En haut, au creux de l’orifice, il y avait un visage d’enfant, et cet enfant souriait et gesticulait.

« Maman, maman… vite… »

L’appel était pressant et passionné. Les deux bras se tendaient vers le groupe. Véronique gémit :

« Ah ! c’est toi… c’est toi, mon chéri…

— Vite, maman, je tiens l’échelle… Vite… il n’y a aucun danger…

— Je viens, mon chéri… me voici… »

Elle avait saisi le montant le plus proche. Cette fois, aidée par Stéphane, elle n’eut pas de mal à s’établir sur le dernier échelon. Mais elle lui dit :

« Et vous, Stéphane ? Vous me suivez, n’est-ce pas ? — J’ai le temps, dit-il, hâtez-vous…

— Non, promettez-moi…

— Je vous le jure, hâtez-vous… »

Elle gravit quatre échelons et s’arrêta en disant :

« Vous venez, Stéphane ? »

Déjà il s’était retourné contre la falaise et avait engagé la main gauche dans une étroite fissure qui demeurait entre le pont-levis et le roc. Sa main droite atteignit l’échelle, et il put poser le pied sur le barreau inférieur. Il était sauvé, lui aussi.
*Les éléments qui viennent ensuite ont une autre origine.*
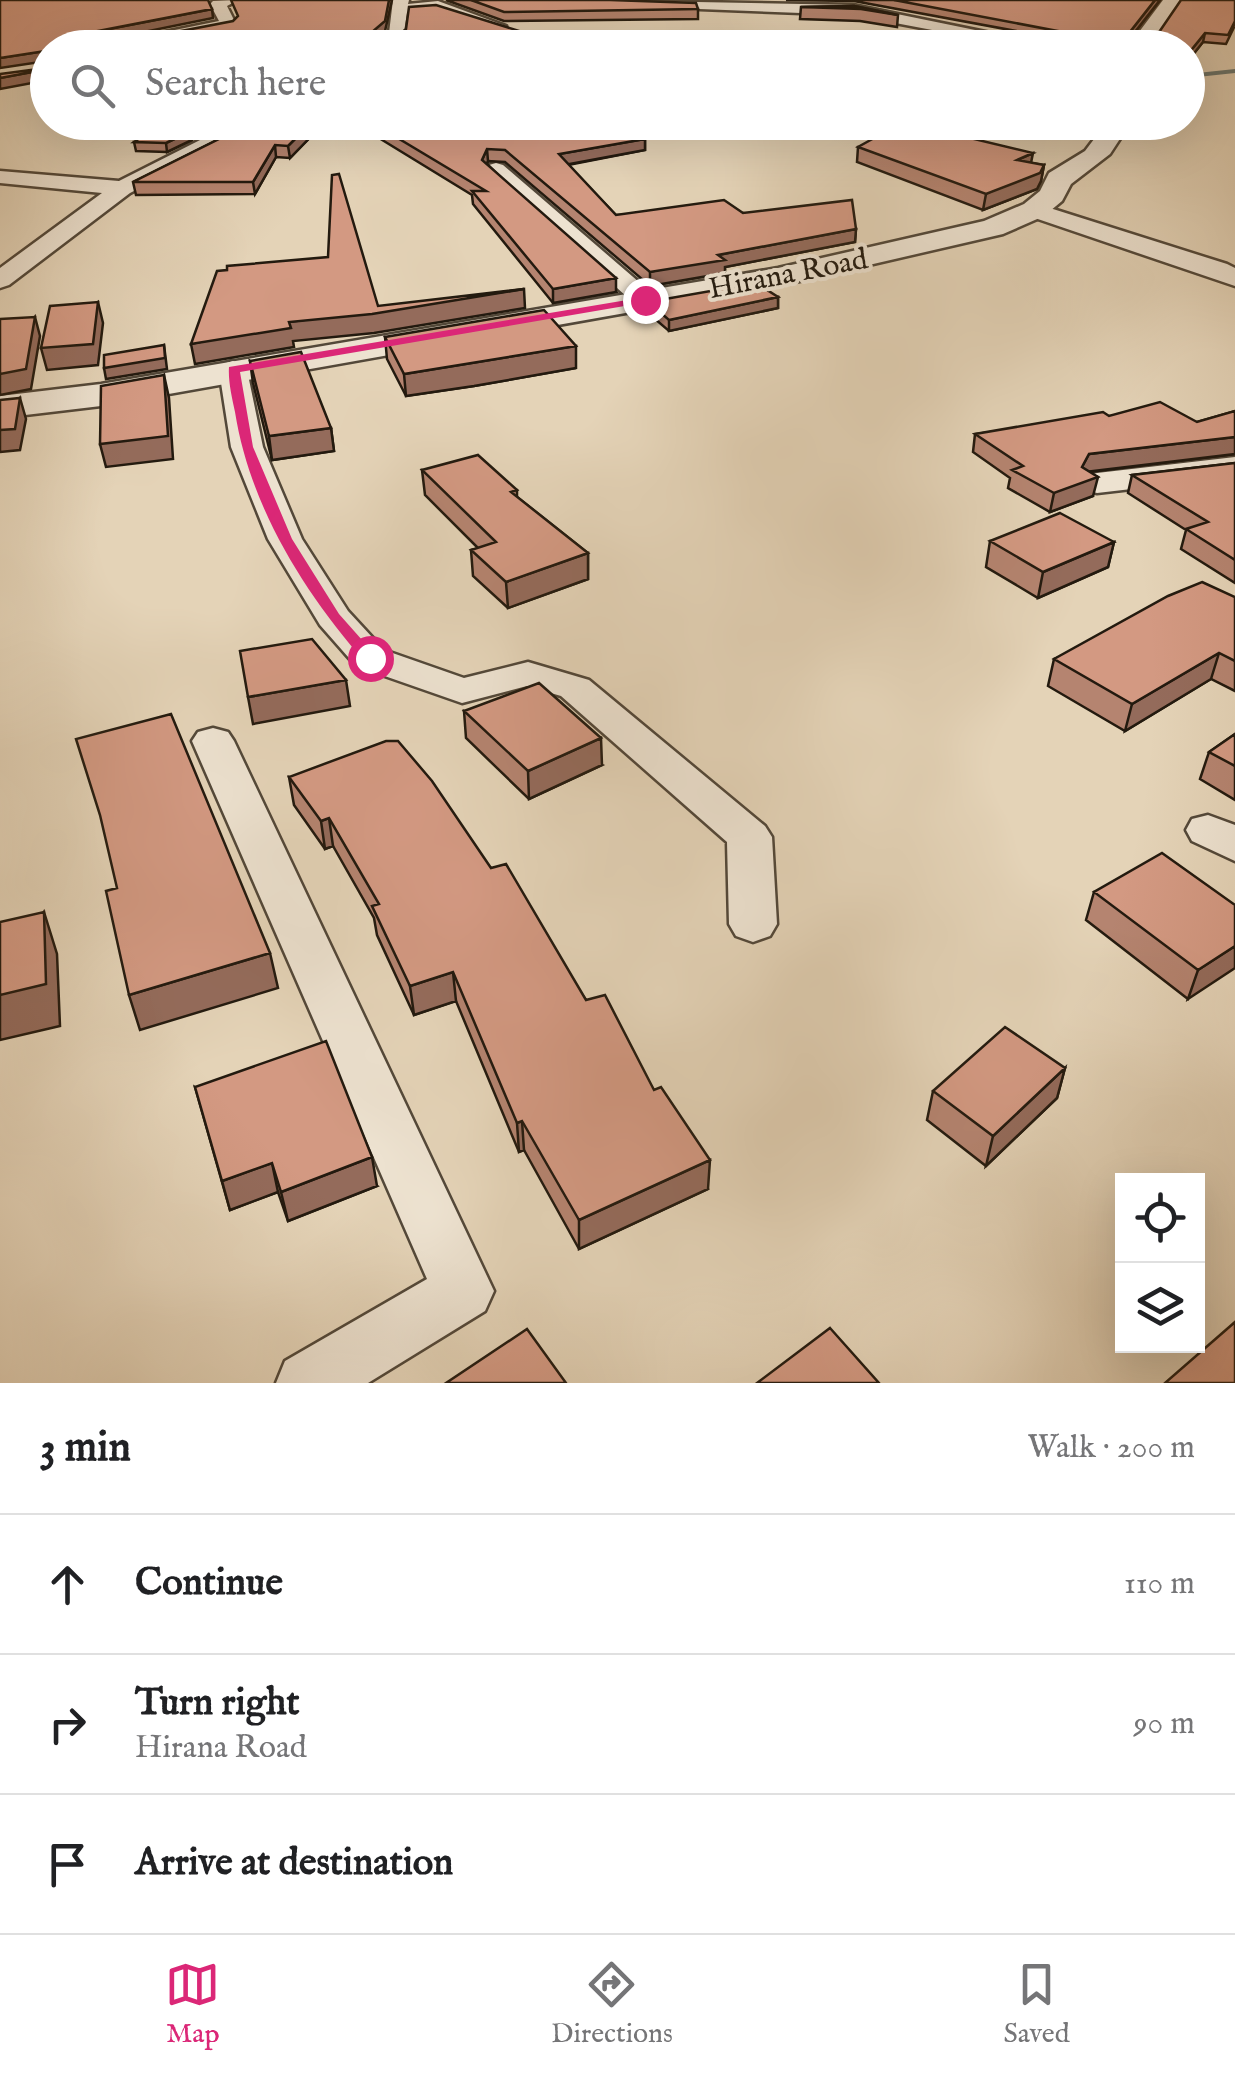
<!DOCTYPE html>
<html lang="en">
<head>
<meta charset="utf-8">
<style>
	:root { --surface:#fff; --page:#f2f2f2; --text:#202124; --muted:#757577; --line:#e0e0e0; --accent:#db2777 }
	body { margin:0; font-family:"IM FELL English",serif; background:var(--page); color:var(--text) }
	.controls { position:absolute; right:30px; bottom:30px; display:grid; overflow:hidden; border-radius:0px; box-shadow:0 10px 40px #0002 }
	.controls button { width:90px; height:90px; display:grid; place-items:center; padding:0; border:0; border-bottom:2px solid var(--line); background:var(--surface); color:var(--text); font:50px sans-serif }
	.stop { position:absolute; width:30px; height:30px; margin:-22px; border:8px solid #db2777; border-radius:50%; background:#fff }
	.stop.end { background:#db2777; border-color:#fff; box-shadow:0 2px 10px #0008 }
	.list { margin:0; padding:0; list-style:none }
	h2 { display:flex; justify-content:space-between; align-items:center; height:130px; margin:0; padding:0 40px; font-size:42px }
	h2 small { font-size:32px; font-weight:400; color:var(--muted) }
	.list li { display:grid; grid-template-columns:65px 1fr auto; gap:30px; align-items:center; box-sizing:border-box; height:140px; padding:0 40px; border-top:2px solid var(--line) }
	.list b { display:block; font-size:38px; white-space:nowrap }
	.list p { margin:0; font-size:32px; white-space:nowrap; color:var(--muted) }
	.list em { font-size:32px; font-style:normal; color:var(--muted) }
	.icon { flex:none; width:55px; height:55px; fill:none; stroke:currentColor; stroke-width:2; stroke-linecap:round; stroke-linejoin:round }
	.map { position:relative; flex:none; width:1235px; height:1383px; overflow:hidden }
	.search { position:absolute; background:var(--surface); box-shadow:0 10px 40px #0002; left:30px; right:30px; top:30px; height:110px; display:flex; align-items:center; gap:25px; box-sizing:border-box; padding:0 35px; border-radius:55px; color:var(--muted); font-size:38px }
	.sheet { height:550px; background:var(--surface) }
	nav { display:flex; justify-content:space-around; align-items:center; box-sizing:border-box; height:140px; border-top:2px solid var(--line); background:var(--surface); font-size:28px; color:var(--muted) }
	nav a { display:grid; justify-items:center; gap:5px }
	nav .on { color:var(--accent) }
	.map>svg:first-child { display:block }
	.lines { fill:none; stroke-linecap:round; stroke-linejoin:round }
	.stream { fill:#697873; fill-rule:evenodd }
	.minor-casing { stroke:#534839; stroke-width:5 }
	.tertiary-casing { stroke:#534839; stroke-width:5 }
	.minor { fill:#ede2d0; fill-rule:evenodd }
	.tertiary { fill:#ede2d0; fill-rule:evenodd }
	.wall { fill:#b58470; stroke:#231a0f; stroke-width:2.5 }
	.shaded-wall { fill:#946b5b; stroke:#231a0f; stroke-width:2.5 }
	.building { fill:#d39982; stroke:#231a0f; stroke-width:2.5 }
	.route { fill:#db2777 }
	.labels { text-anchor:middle; stroke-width:8; stroke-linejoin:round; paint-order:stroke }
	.far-street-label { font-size:30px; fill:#231a0f; stroke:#ede2d0 }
</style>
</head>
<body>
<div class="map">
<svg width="1235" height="1383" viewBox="0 0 1235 1383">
	<rect width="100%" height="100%" fill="#e4d3b7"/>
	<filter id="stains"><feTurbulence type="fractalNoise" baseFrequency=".002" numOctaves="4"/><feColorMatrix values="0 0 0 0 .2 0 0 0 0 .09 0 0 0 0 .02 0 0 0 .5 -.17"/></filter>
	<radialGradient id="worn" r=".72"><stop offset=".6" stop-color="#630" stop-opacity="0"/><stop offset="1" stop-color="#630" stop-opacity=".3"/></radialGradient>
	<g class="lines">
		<path class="stream" d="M1235,69V73L1188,78V74Z"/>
		<g class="minor-casing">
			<path id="minor" d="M238,0L227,6L236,24L234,27L125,48H86L219,21L210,4L213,1Z
				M393,0H409L408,4L438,1L506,26L498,31L437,11L407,13L403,38L390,48H370L389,33Z
				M588,0L853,5L1064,48H1027L853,15L596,5Z
				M88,122L226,127L234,122H259L239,137L130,193L9,285L0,288V268L102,193L0,183V171L119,181L206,137L97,128Z
				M496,163L503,165L654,295L658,300L654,305H636L489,173L485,169L489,165Z
				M1034,203L1227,264L1235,268V286L1026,215L1023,210L1026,205Z
				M233,361L243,364L247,370L263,447L302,539L348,611L384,650L464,678L528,662L589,680L765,826L772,837L777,924L770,936L753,942L736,936L729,924L727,842L561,696L527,686L462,703L356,666L320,625L268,539L231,447L219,370L223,364Z
				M1235,457V477L1097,493L1086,490L1081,483L1086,476L1097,473Z
				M213,728L228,732L234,741L494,1291L485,1311L368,1383H276L285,1361L427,1279L192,741L198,732Z
				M1208,815L1235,825V861L1192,841L1186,830L1192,819Z"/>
		</g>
		<g class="tertiary-casing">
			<path id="tertiary" d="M1163,0H1182L1148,48H1127Z
				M1107,122H1131L1110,154L1071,184L1062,201L1044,216L1003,234L778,286L101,406L0,418V396L101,384L778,268L984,221L1024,204L1040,191L1049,173L1085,151Z"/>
		</g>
		<use href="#minor" class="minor"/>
		<use href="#tertiary" class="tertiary"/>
	</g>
	<path class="wall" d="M446,0H610L698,9V19L504,21Z
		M786,0H1160L1127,42L1153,41L1235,25L1226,44L1203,42L1188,61V48H1093L1069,43L1070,41L854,1Z
		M854,6L898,15L897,27L860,21L800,19L801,7Z
		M48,88V109H39L37,98Z
		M325,122L290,158L276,157L255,194L136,195L133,182L239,129Z
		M342,122H612L645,139V150L568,165L616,215L743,213L856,229L855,242L725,267V273L650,286L505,162L488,161L487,164L616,292L553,303L473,204L472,195L361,127L348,129Z
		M192,140L167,152L136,151L134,142Z
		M858,147L1031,163L1044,165L1041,181L1037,189L983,210L857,162Z
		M778,297V308L669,331L648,313V302Z
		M385,337L576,368L474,386L406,396L387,359Z
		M250,361L331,428L334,451L272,460L253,383Z
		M1235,411V454L1089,472L1093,496L1050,512L1008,488L1010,478L973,452L975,434L1109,416L1197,422Z
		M1235,463V583L1181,549L1186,530L1128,493L1132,475Z
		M422,470L517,490V497L588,553V579L508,608L473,576L471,550L478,548L425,495Z
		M990,541L1114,542L1108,567L1038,598L986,567Z
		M1235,597V691L1211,679L1125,731L1048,686L1054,659Z
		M464,711L602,765L529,799L466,738Z
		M1235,734V800L1200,779L1209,752Z
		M289,777L491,868L586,1000L654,1090L708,1189L579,1249L524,1150L519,1152L456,1001L414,1015L377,935L374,918L333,846L325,849L294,805Z
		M1094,892L1235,905L1188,999L1086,920Z
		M1065,1068L1057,1098L986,1166L927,1120L933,1091Z
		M195,1087L377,1186L288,1221L278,1192L230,1210Z"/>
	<path class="shaded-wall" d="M389,0H392L385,31L366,48L365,38Z
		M1155,0H1160L1124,46L1126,37Z
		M212,9L213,18L85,44L80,38L83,34Z
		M1205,33L1203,42L1188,61V54Z
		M45,51L47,61L0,68V58Z
		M48,69V80L0,89V78Z
		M312,122H325L290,158L288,146Z
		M348,122H361V127L348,129Z
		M191,131L192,140L167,152L166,143Z
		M645,139V150L559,166V154Z
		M275,145L276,157L255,194L253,182Z
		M487,149L488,161L482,172V160Z
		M1033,153L1030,168L1017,160Z
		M1044,165L1041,181L1037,189L983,210L986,194Z
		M856,229L855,242L725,267V273L650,286V272L718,255Z
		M616,278V292L553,303V289Z
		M524,289L525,308L374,333L293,341L294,347L195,364L191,344L289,322Z
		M778,297V308L669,331V320Z
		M98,302L103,323L98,365L47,370L41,348Z
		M35,317L40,336L31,389L0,395V374Z
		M164,345L167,369L106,379L104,368Z
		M576,346V368L474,386L406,396L404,374Z
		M164,375L169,398L173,459L106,467L100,444Z
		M20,398L26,419L20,450L0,452V430Z
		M331,428L334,451L272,460L269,436Z
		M1235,437V454L1085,472L1098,477L1093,496L1050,512L1054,493L1082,467L1089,454Z
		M1114,542L1108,567L1038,598L1043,572Z
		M588,553V579L508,608L506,582Z
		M1219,653L1211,679L1125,731L1132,704Z
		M346,680L350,706L253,724L248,697Z
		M601,738L602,765L529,799L528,771Z
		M329,818L333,846L325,849L321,821Z
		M44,912L57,954L60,1026L0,1040V995Z
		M1235,946V968L1188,999L1198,970Z
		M270,953L278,988L140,1030L129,995Z
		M453,972L456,1001L414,1015L410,986Z
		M1065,1068L1057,1098L986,1166L993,1136Z
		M522,1121L524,1150L519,1152L517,1123Z
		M372,1157L377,1186L288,1221L281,1192Z
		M710,1160L708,1189L579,1249V1220Z
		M272,1163L278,1192L230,1210L222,1181Z"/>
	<path class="building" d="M0,0H208L212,9L83,34L80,38L84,42H124L233,21L238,16L231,0H389L385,21L365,38L369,42L391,41L406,29L409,7L436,5L532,35L527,48H48V53L45,51L0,58Z
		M471,0H610L696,3L698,9L504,12Z
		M894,0H1155L1126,37V42L1153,41L1181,0H1235V21L1228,35L1205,33L1188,54V48H1147Z
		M854,6L898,15L861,9L801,7Z
		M48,63V69L0,78V74L46,68Z
		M48,88V98H37Z
		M248,122H312L288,146L275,145L253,182H133L239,129Z
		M371,122H612L645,139L559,154L616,215L724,200L743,213L852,200L856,229L718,255L725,260L650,272L505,150L487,149L482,160L616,278L553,289L472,191H486Z
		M903,122L1033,153L1017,160L1044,165L1040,173L986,194L858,147Z
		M155,128L191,131L166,143L134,142Z
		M339,174L378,306L524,289L372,314L289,322L291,328L191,344L217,271L227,270V266L328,257L332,175Z
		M756,283L778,297L669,320L648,302Z
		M98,302L93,344L41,348L50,306Z
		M544,310L576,346L404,374L385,337Z
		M35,317L26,369L0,374V319Z
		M164,345L165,358L104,368V355Z
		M301,352L331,428L269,436L250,361Z
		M164,375L168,436L100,444L101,386Z
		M20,398L15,429L0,430V400Z
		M1160,402L1197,422L1235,411V437L1089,454L1082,467L1098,477L1054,493L1012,470L1023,466L975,434L1103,412L1109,416Z
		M478,455L517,490L511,492L588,553L506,582L471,550L496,542L422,470Z
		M1235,463V560L1186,529L1208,522L1132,475Z
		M1060,513L1114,542L1043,572L990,541Z
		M1202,582L1235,597V661L1219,653L1132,704L1054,659L1168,596Z
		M312,639L346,680L248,697L240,651Z
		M539,683L601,738L528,771L464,711Z
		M171,714L270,953L129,995L106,891L117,888L100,815L76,739Z
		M1235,734V766L1209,752Z
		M386,741H398L432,781L491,868L506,864L586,1000L605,995L654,1090L661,1087L710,1160L579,1220L522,1121L517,1123L453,972L410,986L372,906L379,904L329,818L321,821L289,777Z
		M1162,853L1235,905V946L1198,970L1094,892Z
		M44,912L46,984L0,995V922Z
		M1005,1027L1065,1068L993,1136L933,1091Z
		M326,1041L372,1157L281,1192L272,1163L222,1181L195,1087Z
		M1235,1322V1383H1165Z
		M830,1328L879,1383H757Z
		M527,1329L566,1383H446Z"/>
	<path class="route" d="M645,297L648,302L240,372L253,447L292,539L339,614L378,658L365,662C303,591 250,506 235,412C232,398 228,381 229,367Z"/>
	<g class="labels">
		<g class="far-street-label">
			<text transform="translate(788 273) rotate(-11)" y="10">Hirana Road</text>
		</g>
	</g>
	<rect width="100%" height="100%" filter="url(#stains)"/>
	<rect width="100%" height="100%" fill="url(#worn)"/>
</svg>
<div class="controls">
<button><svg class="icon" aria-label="locate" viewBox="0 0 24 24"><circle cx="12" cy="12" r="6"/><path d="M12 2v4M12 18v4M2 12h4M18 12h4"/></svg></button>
<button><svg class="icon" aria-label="layers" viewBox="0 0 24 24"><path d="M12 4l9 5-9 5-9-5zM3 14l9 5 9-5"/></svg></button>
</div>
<div class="stop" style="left:370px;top:658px"></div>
<div class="stop end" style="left:645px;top:300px"></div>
<div class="search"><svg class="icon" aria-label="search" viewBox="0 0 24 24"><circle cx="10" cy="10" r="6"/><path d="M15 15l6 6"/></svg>Search here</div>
</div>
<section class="sheet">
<h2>3 min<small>Walk · 200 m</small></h2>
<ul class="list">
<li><svg class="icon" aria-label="ahead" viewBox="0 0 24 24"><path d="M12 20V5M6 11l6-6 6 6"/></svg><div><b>Continue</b></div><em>110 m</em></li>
<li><svg class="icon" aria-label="right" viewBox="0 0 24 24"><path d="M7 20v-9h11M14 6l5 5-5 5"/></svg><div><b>Turn right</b><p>Hirana Road</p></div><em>90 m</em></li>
<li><svg class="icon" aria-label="arrive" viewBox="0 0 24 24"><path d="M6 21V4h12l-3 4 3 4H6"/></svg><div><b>Arrive at destination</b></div></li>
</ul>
</section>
<nav>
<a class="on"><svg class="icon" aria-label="map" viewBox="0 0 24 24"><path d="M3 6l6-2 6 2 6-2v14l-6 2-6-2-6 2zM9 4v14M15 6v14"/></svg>Map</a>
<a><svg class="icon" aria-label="directions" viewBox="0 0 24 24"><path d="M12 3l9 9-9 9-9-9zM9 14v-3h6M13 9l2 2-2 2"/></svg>Directions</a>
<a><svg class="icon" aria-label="saved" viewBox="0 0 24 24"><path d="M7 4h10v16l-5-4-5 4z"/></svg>Saved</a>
</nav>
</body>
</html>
Avec quelle allégresse Véronique franchit l’espace ! Que le vide s’ouvrît au-dessous d’elle, est-ce que cela pouvait lui importer, alors que son fils était là, qu’il l’attendait, et qu’elle allait enfin le serrer contre elle  !

« Me voici… me voici… disait-elle… me voici, mon chéri. »

Rapidement elle engagea sa tête et ses épaules dans la fenêtre. L’enfant l’attira. Elle enjamba le rebord. Enfin elle était auprès de son fils ! Ils se jetèrent dans les bras l’un de l’autre.

« Ah !… maman !… Est-ce possible ! maman !… »

Mais elle n’avait pas refermé ses bras sur lui qu’elle se rejeta un peu en arrière. Pourquoi ? Elle ne savait pas. Une gêne inexplicable arrêtait son effusion.